YOLOX - Quantize int8 and convert to TensorRT engine

I have been trying to quantize YOLOX from float32 to int8. After that, I want that onnx output to be converted into TensorRT engine.

Quantization process seems OK, however I get several different exceptions while trying to convert it into TRT.

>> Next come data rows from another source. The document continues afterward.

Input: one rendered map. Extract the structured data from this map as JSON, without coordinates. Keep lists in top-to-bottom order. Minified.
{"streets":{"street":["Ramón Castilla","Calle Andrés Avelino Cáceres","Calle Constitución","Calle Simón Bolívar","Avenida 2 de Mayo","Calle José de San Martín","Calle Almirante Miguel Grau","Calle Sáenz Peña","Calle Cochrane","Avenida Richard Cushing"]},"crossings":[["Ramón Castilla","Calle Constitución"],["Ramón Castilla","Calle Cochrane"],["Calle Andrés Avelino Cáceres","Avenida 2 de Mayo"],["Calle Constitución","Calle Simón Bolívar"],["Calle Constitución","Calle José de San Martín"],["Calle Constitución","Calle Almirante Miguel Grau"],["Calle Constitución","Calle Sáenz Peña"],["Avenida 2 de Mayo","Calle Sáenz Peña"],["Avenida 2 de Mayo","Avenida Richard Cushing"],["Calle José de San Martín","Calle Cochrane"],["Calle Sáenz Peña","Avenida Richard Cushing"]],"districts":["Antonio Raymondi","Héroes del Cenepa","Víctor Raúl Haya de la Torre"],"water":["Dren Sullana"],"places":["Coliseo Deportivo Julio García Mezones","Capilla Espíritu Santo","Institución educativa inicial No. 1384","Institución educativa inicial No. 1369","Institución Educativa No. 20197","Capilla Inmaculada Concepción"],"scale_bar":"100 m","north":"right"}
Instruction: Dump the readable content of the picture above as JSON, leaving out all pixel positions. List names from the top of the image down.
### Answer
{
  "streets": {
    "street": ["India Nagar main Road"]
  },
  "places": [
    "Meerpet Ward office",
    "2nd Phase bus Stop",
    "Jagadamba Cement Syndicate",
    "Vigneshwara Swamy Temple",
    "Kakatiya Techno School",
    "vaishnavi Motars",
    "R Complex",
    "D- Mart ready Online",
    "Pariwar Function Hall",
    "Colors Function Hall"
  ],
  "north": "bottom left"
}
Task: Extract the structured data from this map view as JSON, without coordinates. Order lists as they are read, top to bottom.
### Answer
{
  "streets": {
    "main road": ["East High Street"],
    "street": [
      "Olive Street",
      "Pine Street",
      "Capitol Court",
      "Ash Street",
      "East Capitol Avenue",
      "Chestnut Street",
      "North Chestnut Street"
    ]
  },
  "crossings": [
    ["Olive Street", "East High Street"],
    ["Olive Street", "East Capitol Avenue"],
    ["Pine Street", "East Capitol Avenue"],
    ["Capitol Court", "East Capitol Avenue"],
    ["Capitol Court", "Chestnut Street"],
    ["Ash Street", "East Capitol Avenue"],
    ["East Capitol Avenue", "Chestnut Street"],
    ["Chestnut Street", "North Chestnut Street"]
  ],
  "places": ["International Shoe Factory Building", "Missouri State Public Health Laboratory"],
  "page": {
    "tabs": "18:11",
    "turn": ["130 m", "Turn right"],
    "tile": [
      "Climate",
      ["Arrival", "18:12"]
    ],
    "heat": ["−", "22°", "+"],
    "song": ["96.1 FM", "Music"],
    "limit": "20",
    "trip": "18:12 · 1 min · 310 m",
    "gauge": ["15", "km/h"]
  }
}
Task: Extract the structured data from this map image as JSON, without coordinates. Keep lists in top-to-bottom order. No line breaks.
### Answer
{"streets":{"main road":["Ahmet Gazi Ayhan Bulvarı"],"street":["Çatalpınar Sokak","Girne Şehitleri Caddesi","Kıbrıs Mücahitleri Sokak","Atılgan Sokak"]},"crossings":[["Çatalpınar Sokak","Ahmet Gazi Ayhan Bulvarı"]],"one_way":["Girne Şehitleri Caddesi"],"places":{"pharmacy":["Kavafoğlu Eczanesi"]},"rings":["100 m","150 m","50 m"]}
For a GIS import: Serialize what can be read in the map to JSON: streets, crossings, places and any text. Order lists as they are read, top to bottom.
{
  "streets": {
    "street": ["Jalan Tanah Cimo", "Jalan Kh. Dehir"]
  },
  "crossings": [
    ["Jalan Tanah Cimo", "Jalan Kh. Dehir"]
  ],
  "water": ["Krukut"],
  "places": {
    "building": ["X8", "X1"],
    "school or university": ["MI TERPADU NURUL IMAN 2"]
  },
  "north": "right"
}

Below is the code that I use for quantization:

import numpy as np
from onnxruntime.quantization import quantize_static, CalibrationMethod, CalibrationDataReader, QuantType, QuantFormat

# loading the float32 ONNX model
onnx_model_input_path = "yolox_l.onnx"
onnx_model_output_path = "output.onnx"

# calibration dataset (dummy data for calibration)
class DummyDataReader(CalibrationDataReader):
    def __init__(self, num_samples):
        self.num_samples = num_samples
        self.current_sample = 0

    def get_next(self):
        if self.current_sample < self.num_samples:
            input_data = self.generate_random_input()
            self.current_sample += 1
            return {'images': input_data}
        else:
            return None

    def generate_random_input(self):
        input_data = np.random.uniform(-1, 1, size=input_shape).astype(np.float32)
        return input_data

num_calibration_samples = 100
input_shape = (1, 3, 640, 640)

calibration_data_reader = DummyDataReader(num_samples=num_calibration_samples)


# Quantize the model to int8
quantized_model = quantize_static(
    model_input=onnx_model_input_path,
    model_output=onnx_model_output_path,
    calibration_data_reader=calibration_data_reader,
    activation_type=QuantType.QInt8,
    weight_type=QuantType.QInt8,
    quant_format=QuantFormat.QDQ,
    per_channel=False,
    calibrate_method=CalibrationMethod.MinMax
)

This outputs a ~55 MB onnx file where the original YOLOX-Large model is ~450MB.

Here comes the errors now, below is the code that I use to convert onnx output model to TRT engine:

import pycuda.driver as cuda
import pycuda.autoinit

from typing import List
import tensorrt as trt
import numpy as np
import time
import cv2
import os

.
.
.
.

TRT_LOGGER = trt.Logger(trt.Logger.ERROR)
EXPLICIT_BATCH = 1 << (int)(trt.NetworkDefinitionCreationFlag.EXPLICIT_BATCH)

def build_engine(self,):
        with trt.Builder(TRT_LOGGER) as builder, builder.create_network(EXPLICIT_BATCH) as network, builder.create_builder_config() as config, trt.OnnxParser(network, TRT_LOGGER) as parser, trt.Runtime(TRT_LOGGER) as runtime:
            config.max_workspace_size = 1 << self.max_workspace_size
            builder.max_batch_size = self.max_batch_size
            
            assert os.path.exists(self.onnx_file_path), print('ONNX file {} not found, please first to generate it.'.format(self.onnx_file_path))
            self.logger.info('Loading ONNX file from path {}...'.format(self.onnx_file_path))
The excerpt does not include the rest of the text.